Posted on Posted in Dave Everson

Wherever we see abiding grief that reignites unresolved pain, we should recognize an opportunity to do the work God has called us to.

I really dislike Mother's Day and Father's Day. I hope that puts me in a minority. Parents and parenthood are wonderful and worth celebrating. And these holidays are a lot more enjoyable if you're a fan. So please don't assume I want company on my little island of disdain. Anyone who loves those days should feel free to keep loving them.

I wouldn't even mention it at all, except that I'm not alone on this island, and none of us got here happily. We're here because each Mother's Day or Father's Day pricks some abiding grief, reignites some unresolved pain--abuse or death or trauma or disappointment or neglect--and we don't seem to be able to move on. When those holidays come, we tend to either put on a good face and power through, or we go away until it's over.

A lot of churches, including ours, have a long-standing tradition of observing Mother's and Father's Days. But for the last two years, I've chosen not to. I guess you could say I took the hide and wait it out approach and asked you all to come along with me.

But I think continuing to do that would be wrong. Wherever we see "abiding grief that reignites unresolved pain," we should recognize an opportunity to do the work God has called us to.

We preach a message of redemption, claiming that Jesus reconciles us to God and that God's Spirit works to remake and reform us--heart, soul, mind, body. The Gospel does not simply say to those in pain, "I know this hurts. Sorry." The Gospel says, "Jesus is with you, in your pain, right now. He will stay with you until it's over. And he will give this pain meaning." Our duty, as agents of that Gospel, is to ask, "May I help you find him?"

There are a lot of ways to ask that question, and there are a lot of ways to help those in pain discover Jesus's presence. But year after year, my wounded companions and I remain encamped on our island, unconvinced of Jesus' message or unwilling to believe it.

There's no future on that island. I need to get off it. And Mosaic, we need to do better helping others do the same.

So we're going to try. We're going to expose brokenness that tends to be hidden, so that we can then invite Christ to come and heal. I'm pretty sure it's going to be clumsy. But I'm also pretty sure it's going to be good.

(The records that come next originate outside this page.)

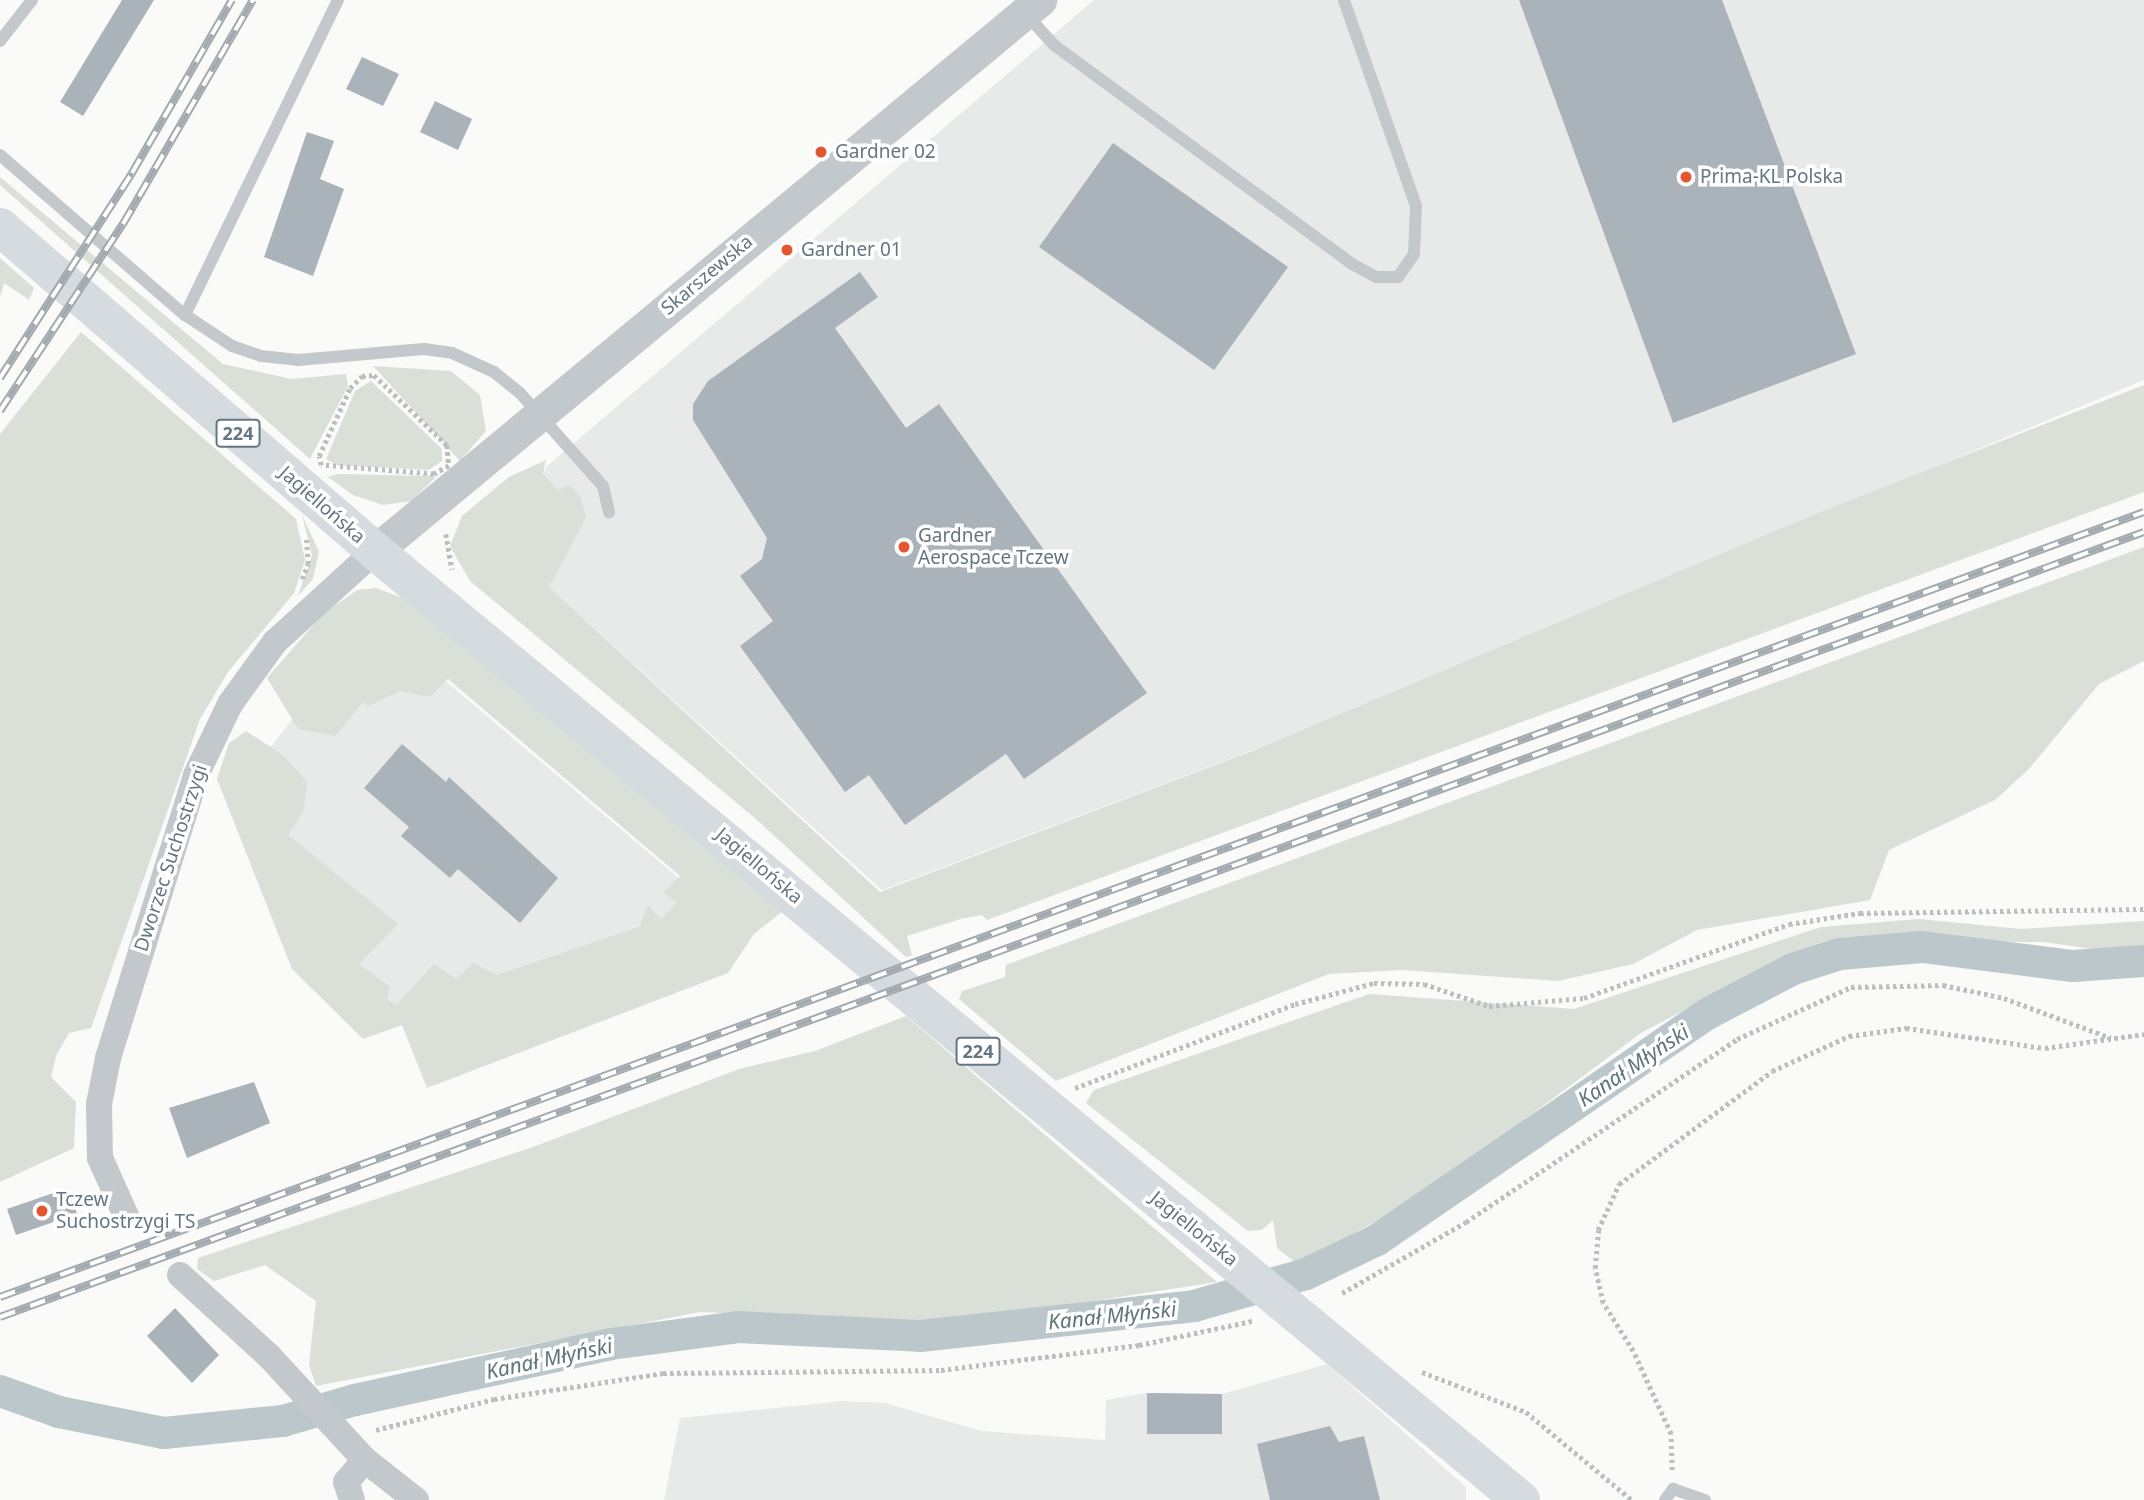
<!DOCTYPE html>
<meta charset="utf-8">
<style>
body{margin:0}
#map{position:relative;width:2144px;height:1500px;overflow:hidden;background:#fafaf8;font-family:"Noto Sans",sans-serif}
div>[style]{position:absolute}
.built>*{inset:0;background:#e8e9e9}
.green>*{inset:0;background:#dadfd7}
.canal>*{height:32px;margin:-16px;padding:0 16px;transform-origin:16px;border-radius:16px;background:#bbc7cb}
.building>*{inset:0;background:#aab3b9}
.path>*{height:4.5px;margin-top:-2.25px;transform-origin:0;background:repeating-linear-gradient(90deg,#bbbfc2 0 3.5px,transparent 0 7px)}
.service>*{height:12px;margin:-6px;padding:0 6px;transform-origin:6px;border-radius:6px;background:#c3c8cc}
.minor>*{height:26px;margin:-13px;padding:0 13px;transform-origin:13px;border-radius:13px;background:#c3c8cc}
.tertiary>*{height:33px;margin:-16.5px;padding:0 16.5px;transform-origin:16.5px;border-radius:16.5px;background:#c3c8cc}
.primary>*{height:38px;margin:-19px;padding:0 19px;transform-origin:19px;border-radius:19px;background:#d6dbdf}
.rail>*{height:8px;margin-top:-4px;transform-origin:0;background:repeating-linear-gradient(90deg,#fff 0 16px,#a2aab0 0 32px);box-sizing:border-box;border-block:2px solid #a2aab0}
.dots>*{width:19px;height:19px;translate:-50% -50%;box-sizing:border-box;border:4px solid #fff;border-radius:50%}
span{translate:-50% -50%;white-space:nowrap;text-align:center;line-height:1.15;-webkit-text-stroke:7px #fff;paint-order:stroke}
.shield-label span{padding:2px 5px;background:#fff;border:2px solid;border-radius:5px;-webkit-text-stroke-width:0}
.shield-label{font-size:18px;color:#657683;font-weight:700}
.poi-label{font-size:19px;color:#657683}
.left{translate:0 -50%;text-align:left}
.street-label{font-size:19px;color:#657683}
.water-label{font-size:21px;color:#60757c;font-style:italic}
</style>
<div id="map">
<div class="built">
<div style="clip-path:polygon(1094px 0,2144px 0,2144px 380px,1285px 738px,882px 890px,507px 549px,547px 466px)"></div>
<div style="clip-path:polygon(379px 625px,713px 907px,362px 1035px,252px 771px,333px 667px)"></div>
<div style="clip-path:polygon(1327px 1364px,1466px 1487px,1466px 1500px,664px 1500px,680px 1418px,842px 1401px,885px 1403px,981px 1431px,1105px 1440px,1106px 1400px,1147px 1393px,1222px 1394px)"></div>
</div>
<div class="green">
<div style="clip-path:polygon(0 177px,223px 364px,292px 379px,346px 374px,348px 386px,310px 459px,0 185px)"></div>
<div style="clip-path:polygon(0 258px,34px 288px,29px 300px,4px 283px,0 297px)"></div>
<div style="clip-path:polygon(81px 332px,296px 519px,305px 560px,294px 593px,228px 672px,200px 719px,91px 1028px,69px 1033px,56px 1056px,51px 1077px,76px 1102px,74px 1148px,0 1182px,0 434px)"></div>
<div style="clip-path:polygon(373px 366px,451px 371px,480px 395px,486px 431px,460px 461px)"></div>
<div style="clip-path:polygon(371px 381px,442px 449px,442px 461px,429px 470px,337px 465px,326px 459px,355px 391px)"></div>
<div style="clip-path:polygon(2144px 385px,2144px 492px,987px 920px,982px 915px,964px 918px,907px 936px,912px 955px,906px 957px,756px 819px,470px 581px,450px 546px,462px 516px,509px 477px,546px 460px,543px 474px,558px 490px,569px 485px,580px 496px,586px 518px,549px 587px,880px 892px,1260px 748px,1823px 511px)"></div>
<div style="clip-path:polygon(337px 474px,430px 476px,436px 477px,411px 501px,383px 505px,353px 495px,328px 477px)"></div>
<div style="clip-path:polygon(302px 515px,319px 552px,313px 579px,298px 596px,312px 555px)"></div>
<div style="clip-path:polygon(2144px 547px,2144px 661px,2099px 684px,2029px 769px,1995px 800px,1889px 850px,1870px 900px,1697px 930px,1633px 964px,1558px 981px,1403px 970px,1329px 974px,1056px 1081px,959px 999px,962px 991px,1005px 977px,1006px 965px)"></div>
<div style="clip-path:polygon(376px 588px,403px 598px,783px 911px,754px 934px,728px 973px,427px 1088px,402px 1025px,363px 1039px,292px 969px,217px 779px,229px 743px,246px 731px,283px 755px,307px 782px,304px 810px,288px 835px,398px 924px,359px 964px,390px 987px,387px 999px,396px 1005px,434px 964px,456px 979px,473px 963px,497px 975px,639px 927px,648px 906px,661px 919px,677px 903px,663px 893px,680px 876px,448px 679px,430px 697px,400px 691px,368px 706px,363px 702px,335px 736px,298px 729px,267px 678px,322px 615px,357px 590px)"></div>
<div style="clip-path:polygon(1919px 919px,2021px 929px,2144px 921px,2144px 947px,2105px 951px,2045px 942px,1859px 941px,1764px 968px,1641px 1033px,1419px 1198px,1297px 1264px,1277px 1248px,1273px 1220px,1262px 1230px,1248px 1231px,1086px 1103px,1094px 1090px,1369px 994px,1574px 1009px,1821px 927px)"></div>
<div style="clip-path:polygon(906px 1016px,1217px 1282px,949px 1323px,700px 1312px,316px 1386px,309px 1364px,316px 1301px,265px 1265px,214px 1281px,197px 1269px,198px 1258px,533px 1147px,739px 1069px,815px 1051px)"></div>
</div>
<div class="canal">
<div style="left:0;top:1391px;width:63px;rotate:19.6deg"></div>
<div style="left:59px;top:1412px;width:107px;rotate:11.3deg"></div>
<div style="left:164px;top:1433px;width:120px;rotate:-5.8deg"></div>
<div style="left:283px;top:1421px;width:75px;rotate:-16.3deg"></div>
<div style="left:355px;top:1400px;width:262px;rotate:-12.3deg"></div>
<div style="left:611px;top:1344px;width:128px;rotate:-7.6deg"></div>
<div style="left:738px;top:1327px;width:182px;rotate:2.8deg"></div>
<div style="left:920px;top:1336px;width:276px;rotate:-6.2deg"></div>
<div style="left:1194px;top:1306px;width:116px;rotate:-15.9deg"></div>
<div style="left:1306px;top:1274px;width:79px;rotate:-25.6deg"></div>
<div style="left:1377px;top:1240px;width:402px;rotate:-34.4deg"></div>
<div style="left:1709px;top:1013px;width:95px;rotate:-27.6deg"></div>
<div style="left:1793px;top:969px;width:49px;rotate:-17.7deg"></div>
<div style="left:1840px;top:954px;width:82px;rotate:-4.9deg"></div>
<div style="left:1922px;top:947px;width:152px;rotate:7.2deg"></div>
<div style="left:2073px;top:966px;width:71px;rotate:-4deg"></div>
</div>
<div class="building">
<div style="clip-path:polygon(122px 0,154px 0,83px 116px,60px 102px)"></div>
<div style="clip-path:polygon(1519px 0,1722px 0,1856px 354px,1673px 423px)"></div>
<div style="clip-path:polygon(362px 57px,399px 74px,383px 106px,346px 89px)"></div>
<div style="clip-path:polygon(435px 101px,472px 119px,458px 150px,420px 132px)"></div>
<div style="clip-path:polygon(307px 132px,334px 141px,320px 179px,344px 189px,313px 276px,264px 257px)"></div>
<div style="clip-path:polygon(1113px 143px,1288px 267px,1214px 370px,1039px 247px)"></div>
<div style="clip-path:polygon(860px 272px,878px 297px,835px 328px,906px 428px,939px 404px,1147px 693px,1024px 779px,1006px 754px,905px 825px,869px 775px,845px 792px,740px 646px,773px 621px,740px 576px,762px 559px,767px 538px,693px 420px,693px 404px,708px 381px)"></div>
<div style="clip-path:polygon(402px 744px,446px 782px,449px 777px,558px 878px,520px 923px,458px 869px,450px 878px,401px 836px,409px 827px,364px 788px)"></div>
<div style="clip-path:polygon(254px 1082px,270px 1123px,187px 1158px,169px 1108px)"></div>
<div style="clip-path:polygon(68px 1188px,77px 1214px,16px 1235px,7px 1209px)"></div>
<div style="clip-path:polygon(175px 1308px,219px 1355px,192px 1383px,147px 1336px)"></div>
<div style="clip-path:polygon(1147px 1393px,1222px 1394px,1222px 1434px,1147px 1434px)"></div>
<div style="clip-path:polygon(1330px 1426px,1339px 1442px,1364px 1436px,1380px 1500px,1270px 1500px,1257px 1444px)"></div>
</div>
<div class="path">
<div style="left:374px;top:375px;width:101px;rotate:43.8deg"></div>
<div style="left:447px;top:445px;width:21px;rotate:85deg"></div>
<div style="left:449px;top:466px;width:17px;rotate:152deg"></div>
<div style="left:434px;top:474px;width:113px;rotate:-175.4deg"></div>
<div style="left:321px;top:465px;width:9px;rotate:-103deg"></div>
<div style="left:319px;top:456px;width:75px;rotate:-65.5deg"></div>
<div style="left:350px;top:388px;width:17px;rotate:-45deg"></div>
<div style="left:362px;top:376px;width:12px;rotate:-5deg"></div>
<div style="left:446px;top:534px;width:36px;rotate:80deg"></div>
<div style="left:302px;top:579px;width:16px;rotate:-68deg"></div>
<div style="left:308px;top:564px;width:27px;rotate:-94deg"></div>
<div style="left:1075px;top:1088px;width:235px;rotate:-20.9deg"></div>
<div style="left:1295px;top:1004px;width:82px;rotate:-14.9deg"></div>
<div style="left:1374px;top:983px;width:50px;rotate:1.1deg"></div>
<div style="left:1424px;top:984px;width:69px;rotate:18.7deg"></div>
<div style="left:1489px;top:1006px;width:95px;rotate:-4.8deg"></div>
<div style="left:1584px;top:998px;width:218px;rotate:-19.8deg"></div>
<div style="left:1789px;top:924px;width:72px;rotate:-8.8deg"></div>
<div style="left:1860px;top:913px;width:284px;rotate:-0.8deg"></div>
<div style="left:1342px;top:1293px;width:143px;rotate:-29.8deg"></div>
<div style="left:1466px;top:1222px;width:327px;rotate:-34deg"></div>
<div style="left:1737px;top:1039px;width:125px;rotate:-24.5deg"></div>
<div style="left:1851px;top:987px;width:92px;rotate:-1.2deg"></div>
<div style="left:1943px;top:985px;width:62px;rotate:12deg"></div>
<div style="left:2004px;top:998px;width:114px;rotate:20.5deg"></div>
<div style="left:1422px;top:1372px;width:111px;rotate:21deg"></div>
<div style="left:1526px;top:1412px;width:138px;rotate:39.7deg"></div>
<div style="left:376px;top:1430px;width:122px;rotate:-14.7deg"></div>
<div style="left:494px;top:1399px;width:171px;rotate:-8.7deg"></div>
<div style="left:663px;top:1373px;width:278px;rotate:-0.6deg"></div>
<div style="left:941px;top:1370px;width:200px;rotate:-7.2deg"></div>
<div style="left:1139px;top:1345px;width:116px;rotate:-12deg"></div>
<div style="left:1672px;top:1470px;width:36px;rotate:-92deg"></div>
<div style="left:1671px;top:1434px;width:91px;rotate:-114.6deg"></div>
<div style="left:1633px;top:1351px;width:57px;rotate:-122deg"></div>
<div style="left:1603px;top:1303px;width:36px;rotate:-103deg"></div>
<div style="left:1595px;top:1268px;width:38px;rotate:-85deg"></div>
<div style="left:1598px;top:1230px;width:51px;rotate:-65.5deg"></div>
<div style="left:1619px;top:1184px;width:190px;rotate:-36.4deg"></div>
<div style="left:1772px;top:1071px;width:85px;rotate:-24.4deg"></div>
<div style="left:1849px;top:1036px;width:58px;rotate:-8deg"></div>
<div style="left:1906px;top:1028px;width:140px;rotate:8.2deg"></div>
<div style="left:2045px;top:1048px;width:100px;rotate:-8deg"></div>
</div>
<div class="service">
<div style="left:1025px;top:13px;width:43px;rotate:47.8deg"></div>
<div style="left:1054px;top:45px;width:370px;rotate:36.3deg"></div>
<div style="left:1352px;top:264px;width:27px;rotate:28deg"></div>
<div style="left:1376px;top:277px;width:22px"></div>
<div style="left:1398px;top:277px;width:28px;rotate:-55deg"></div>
<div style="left:1414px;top:254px;width:48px;rotate:-87.6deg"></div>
<div style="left:1416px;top:206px;width:218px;rotate:-109.3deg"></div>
<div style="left:0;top:41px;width:52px;rotate:-52deg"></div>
<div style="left:0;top:155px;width:245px;rotate:40.9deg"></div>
<div style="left:185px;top:315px;width:56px;rotate:33.4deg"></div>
<div style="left:232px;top:346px;width:31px;rotate:19deg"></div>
<div style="left:261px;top:356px;width:37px;rotate:6deg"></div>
<div style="left:298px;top:360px;width:126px;rotate:-5deg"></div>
<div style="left:424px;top:349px;width:28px;rotate:8deg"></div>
<div style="left:452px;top:353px;width:46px;rotate:24.3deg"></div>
<div style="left:494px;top:372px;width:33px;rotate:39deg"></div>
<div style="left:520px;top:393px;width:125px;rotate:48.3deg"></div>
<div style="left:603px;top:486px;width:27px;rotate:77deg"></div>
<div style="left:185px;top:315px;width:350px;rotate:-64.1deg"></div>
<div style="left:1665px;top:1500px;width:14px;rotate:-54deg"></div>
<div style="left:1673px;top:1489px;width:34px;rotate:19deg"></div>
</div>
<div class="minor">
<div style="left:127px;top:1218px;width:66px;rotate:-114.2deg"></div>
<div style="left:100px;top:1158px;width:54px;rotate:-91.1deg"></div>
<div style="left:99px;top:1104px;width:47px;rotate:-78.9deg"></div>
<div style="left:108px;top:1058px;width:296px;rotate:-72.7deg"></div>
<div style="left:196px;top:775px;width:79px;rotate:-64.4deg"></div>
<div style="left:230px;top:704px;width:77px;rotate:-54deg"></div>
<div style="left:275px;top:642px;width:135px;rotate:-42.3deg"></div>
<div style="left:180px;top:1275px;width:120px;rotate:42.3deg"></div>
<div style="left:269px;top:1356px;width:142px;rotate:47.3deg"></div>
<div style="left:365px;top:1460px;width:65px;rotate:38.1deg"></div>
<div style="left:352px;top:1500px;width:19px;rotate:-108deg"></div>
<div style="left:346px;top:1482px;width:29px;rotate:-49deg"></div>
</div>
<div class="tertiary">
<div style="left:375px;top:551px;width:864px;rotate:-39.64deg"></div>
</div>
<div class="primary">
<div style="left:0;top:227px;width:496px;rotate:40.8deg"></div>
<div style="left:375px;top:551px;width:1488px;rotate:39.63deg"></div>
</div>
<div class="rail">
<div style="left:0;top:378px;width:244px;rotate:-57.2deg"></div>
<div style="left:132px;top:173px;width:200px;rotate:-60deg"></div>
<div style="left:0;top:411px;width:224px;rotate:-56.7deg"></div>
<div style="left:123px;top:224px;width:259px;rotate:-59.9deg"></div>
<div style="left:0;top:1297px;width:2283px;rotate:-20.11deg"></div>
<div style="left:0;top:1317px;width:2283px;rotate:-20.11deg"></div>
</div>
<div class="dots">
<div style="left:821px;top:152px;background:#e4572e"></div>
<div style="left:1686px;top:177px;background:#e4572e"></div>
<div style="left:787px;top:250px;background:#e4572e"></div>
<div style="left:904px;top:547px;background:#e4572e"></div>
<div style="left:42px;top:1211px;background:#e4572e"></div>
</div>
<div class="shield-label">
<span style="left:238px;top:433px">224</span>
<span style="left:978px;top:1051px">224</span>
</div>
<div class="poi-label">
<span class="left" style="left:835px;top:152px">Gardner 02</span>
<span class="left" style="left:1700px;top:177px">Prima-KL Polska</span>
<span class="left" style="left:801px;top:250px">Gardner 01</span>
<span class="left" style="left:918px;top:547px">Gardner<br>Aerospace Tczew</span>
<span class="left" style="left:56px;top:1211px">Tczew<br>Suchostrzygi TS</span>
</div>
<div class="street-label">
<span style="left:707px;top:275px;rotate:-40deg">Skarszewska</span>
<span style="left:322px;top:505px;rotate:41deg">Jagiellońska</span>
<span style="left:171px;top:858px;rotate:-72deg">Dworzec Suchostrzygi</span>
<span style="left:759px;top:866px;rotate:40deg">Jagiellońska</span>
<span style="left:1194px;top:1229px;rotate:39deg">Jagiellońska</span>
</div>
<div class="water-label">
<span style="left:1633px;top:1065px;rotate:-34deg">Kanał Młyński</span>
<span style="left:1112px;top:1315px;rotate:-6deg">Kanał Młyński</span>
<span style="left:549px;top:1358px;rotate:-12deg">Kanał Młyński</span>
</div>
</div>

So please come to church this weekend. Please don't skip it because you think the service will be lame. Or because you think it will hurt. Come because people of God are gathering. And because God will be present in the special way God is present in and among us when we gather. And because you will hear a message of hope. And because you might bring with you the glance or the smile or the touch or the few words that open that door to healing in that one heart. In fact, let's not say "might." Come expecting it.